In Canada, a valuable organisation is keeping watch .– Think about that oil pipeline, the Keystone Pipeline, as well as the impact of warming in the Arctic.

https://www.nationalobserver.com/

In Australia, Rebecca Giggs, a Western Australian author, has been published ten years on from Sylvia Earle’s proposal for increased Marine Protected Areas, the ‘hope spots’ that are her ‘Reasons for Hope’. We are offered more knowledge. Fathoms: The world in the whale has made us aware of our world in the whale, literally in one case. The irony of it. Found in the stomach of a beached whale in Spain is all the plastic of a green house. It has been too easy for too long for us to use our oceans as dumping grounds.

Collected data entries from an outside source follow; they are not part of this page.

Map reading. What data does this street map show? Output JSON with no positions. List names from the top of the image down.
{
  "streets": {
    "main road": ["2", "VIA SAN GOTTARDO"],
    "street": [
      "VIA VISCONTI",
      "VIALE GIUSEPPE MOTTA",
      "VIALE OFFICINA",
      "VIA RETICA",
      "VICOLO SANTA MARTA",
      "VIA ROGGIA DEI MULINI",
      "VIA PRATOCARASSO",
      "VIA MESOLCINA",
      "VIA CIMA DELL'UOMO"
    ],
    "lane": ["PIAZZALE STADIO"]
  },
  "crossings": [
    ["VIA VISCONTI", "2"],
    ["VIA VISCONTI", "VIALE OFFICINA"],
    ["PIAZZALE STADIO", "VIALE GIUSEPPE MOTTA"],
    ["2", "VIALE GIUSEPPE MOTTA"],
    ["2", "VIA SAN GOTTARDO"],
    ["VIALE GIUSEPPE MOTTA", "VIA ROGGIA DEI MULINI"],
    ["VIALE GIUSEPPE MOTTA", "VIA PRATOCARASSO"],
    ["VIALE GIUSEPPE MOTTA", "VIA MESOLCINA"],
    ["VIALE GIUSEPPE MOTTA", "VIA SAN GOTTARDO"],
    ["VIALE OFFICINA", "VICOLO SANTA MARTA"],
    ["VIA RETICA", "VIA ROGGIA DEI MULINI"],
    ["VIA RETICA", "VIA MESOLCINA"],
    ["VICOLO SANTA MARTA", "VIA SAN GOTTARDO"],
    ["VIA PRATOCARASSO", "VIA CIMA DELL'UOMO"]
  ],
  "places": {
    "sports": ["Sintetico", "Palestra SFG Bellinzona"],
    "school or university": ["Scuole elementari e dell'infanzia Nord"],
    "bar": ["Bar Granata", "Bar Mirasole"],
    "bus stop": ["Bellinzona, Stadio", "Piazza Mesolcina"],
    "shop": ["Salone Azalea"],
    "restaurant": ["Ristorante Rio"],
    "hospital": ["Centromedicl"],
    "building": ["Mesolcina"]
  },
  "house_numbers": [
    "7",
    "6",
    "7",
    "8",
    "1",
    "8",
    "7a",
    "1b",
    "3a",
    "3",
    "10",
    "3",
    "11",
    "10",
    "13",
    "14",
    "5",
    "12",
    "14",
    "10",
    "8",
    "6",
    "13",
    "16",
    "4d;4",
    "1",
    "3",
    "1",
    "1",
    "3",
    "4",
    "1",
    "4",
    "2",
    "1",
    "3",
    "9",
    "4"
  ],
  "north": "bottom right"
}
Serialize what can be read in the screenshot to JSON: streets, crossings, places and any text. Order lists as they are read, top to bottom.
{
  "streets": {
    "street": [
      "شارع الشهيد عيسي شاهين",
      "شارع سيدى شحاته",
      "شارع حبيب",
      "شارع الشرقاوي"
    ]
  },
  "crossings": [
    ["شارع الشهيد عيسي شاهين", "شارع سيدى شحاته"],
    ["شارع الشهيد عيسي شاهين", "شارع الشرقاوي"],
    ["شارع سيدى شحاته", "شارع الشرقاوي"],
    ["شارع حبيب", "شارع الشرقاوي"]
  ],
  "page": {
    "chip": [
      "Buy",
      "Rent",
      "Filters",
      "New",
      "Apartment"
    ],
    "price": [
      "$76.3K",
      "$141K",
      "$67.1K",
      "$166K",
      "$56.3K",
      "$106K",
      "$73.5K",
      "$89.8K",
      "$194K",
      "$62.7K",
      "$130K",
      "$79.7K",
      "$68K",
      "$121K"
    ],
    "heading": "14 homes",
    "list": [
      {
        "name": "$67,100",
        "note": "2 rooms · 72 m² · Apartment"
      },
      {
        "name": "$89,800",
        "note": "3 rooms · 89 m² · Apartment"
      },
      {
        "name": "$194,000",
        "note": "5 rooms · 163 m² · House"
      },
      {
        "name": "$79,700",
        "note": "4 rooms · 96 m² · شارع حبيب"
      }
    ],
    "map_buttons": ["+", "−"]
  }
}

In The Waste Makers, Vance Packard identified us in 1960. Now we face the power of fire. But we have not given thought to the increasing loss of bio-diversity in our lives by our cavalier treatment of the oceans.

Image: Front cover.

Published by Scribe, 2020, a decade on from Sylvia Earle’s advocacy for oceanic ‘hope spots’, Anna Westbrook reviews Rebecca Giggs’ book, ‘Fathoms’ is a meticulously crafted opus, showing off Giggs’ bower-bird eye for glittery detail dredged from trenches of research, down every whorl and fossicked from the silt.   . . . Carl Sagan, as Giggs mentions, included whale song on the Golden Record sent out into space with the Voyager in 1977. He called the record: ‘A love song, cast upon the vastness of the deep.’ Equally true of this inimitable book.’

Here is the hope I am adding to ‘Hope in Hell’. Nations need to establish more Marine Protected Areas –  hope spots – for the future. 1% of the ocean protected is not enough. Many people, organisations, businesses, governments have what the UN now calls the ‘climate ambition’ to face what needs to be done by 2030 and 2050. More need to act.

Do we want to leave what David Attenborough calls a ‘dangerous legacy’ to the children of a climate catastrophe brought about by the absence of thoughtful transition?